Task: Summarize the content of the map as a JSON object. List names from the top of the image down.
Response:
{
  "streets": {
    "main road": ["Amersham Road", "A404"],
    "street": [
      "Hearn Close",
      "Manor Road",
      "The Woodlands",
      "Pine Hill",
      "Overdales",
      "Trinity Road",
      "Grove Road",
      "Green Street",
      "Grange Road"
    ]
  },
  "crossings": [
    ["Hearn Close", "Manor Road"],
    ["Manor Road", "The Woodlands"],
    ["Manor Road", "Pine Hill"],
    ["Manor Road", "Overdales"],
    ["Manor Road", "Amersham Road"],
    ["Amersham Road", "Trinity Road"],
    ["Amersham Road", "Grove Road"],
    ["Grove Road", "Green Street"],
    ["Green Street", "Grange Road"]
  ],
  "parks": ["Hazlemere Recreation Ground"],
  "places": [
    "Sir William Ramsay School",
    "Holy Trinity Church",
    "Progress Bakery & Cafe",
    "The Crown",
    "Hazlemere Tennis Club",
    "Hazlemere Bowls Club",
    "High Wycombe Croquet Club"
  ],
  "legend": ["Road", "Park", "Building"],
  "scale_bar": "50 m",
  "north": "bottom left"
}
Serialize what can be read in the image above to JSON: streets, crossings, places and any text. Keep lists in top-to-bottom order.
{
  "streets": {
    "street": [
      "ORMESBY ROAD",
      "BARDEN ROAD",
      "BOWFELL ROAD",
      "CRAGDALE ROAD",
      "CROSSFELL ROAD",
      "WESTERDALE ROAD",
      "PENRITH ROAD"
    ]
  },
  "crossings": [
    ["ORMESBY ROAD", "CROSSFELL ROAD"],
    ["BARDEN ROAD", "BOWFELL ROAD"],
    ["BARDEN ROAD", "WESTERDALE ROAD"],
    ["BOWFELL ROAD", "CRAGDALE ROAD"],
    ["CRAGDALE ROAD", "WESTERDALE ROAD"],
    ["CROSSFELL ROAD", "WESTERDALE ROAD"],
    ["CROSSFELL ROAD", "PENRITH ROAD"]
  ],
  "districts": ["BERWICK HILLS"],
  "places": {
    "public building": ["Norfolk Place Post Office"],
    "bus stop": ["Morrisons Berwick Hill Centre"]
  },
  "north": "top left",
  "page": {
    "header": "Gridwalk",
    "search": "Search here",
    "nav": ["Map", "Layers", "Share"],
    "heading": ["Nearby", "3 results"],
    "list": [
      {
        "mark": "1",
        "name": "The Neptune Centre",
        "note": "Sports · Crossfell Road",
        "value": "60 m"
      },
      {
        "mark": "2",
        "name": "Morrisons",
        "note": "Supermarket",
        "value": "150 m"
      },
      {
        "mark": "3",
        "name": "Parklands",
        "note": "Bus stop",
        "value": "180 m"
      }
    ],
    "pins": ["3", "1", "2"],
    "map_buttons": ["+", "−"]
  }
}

#### Problem statement:
Give the data back in full, exactly as written.

#### Result for this task:
Task: Summarize the content of the map as a JSON object. List names from the top of the image down.
Response:
{
  "streets": {
    "main road": ["Amersham Road", "A404"],
    "street": [
      "Hearn Close",
      "Manor Road",
      "The Woodlands",
      "Pine Hill",
      "Overdales",
      "Trinity Road",
      "Grove Road",
      "Green Street",
      "Grange Road"
    ]
  },
  "crossings": [
    ["Hearn Close", "Manor Road"],
    ["Manor Road", "The Woodlands"],
    ["Manor Road", "Pine Hill"],
    ["Manor Road", "Overdales"],
    ["Manor Road", "Amersham Road"],
    ["Amersham Road", "Trinity Road"],
    ["Amersham Road", "Grove Road"],
    ["Grove Road", "Green Street"],
    ["Green Street", "Grange Road"]
  ],
  "parks": ["Hazlemere Recreation Ground"],
  "places": [
    "Sir William Ramsay School",
    "Holy Trinity Church",
    "Progress Bakery & Cafe",
    "The Crown",
    "Hazlemere Tennis Club",
    "Hazlemere Bowls Club",
    "High Wycombe Croquet Club"
  ],
  "legend": ["Road", "Park", "Building"],
  "scale_bar": "50 m",
  "north": "bottom left"
}
Serialize what can be read in the image above to JSON: streets, crossings, places and any text. Keep lists in top-to-bottom order.
{
  "streets": {
    "street": [
      "ORMESBY ROAD",
      "BARDEN ROAD",
      "BOWFELL ROAD",
      "CRAGDALE ROAD",
      "CROSSFELL ROAD",
      "WESTERDALE ROAD",
      "PENRITH ROAD"
    ]
  },
  "crossings": [
    ["ORMESBY ROAD", "CROSSFELL ROAD"],
    ["BARDEN ROAD", "BOWFELL ROAD"],
    ["BARDEN ROAD", "WESTERDALE ROAD"],
    ["BOWFELL ROAD", "CRAGDALE ROAD"],
    ["CRAGDALE ROAD", "WESTERDALE ROAD"],
    ["CROSSFELL ROAD", "WESTERDALE ROAD"],
    ["CROSSFELL ROAD", "PENRITH ROAD"]
  ],
  "districts": ["BERWICK HILLS"],
  "places": {
    "public building": ["Norfolk Place Post Office"],
    "bus stop": ["Morrisons Berwick Hill Centre"]
  },
  "north": "top left",
  "page": {
    "header": "Gridwalk",
    "search": "Search here",
    "nav": ["Map", "Layers", "Share"],
    "heading": ["Nearby", "3 results"],
    "list": [
      {
        "mark": "1",
        "name": "The Neptune Centre",
        "note": "Sports · Crossfell Road",
        "value": "60 m"
      },
      {
        "mark": "2",
        "name": "Morrisons",
        "note": "Supermarket",
        "value": "150 m"
      },
      {
        "mark": "3",
        "name": "Parklands",
        "note": "Bus stop",
        "value": "180 m"
      }
    ],
    "pins": ["3", "1", "2"],
    "map_buttons": ["+", "−"]
  }
}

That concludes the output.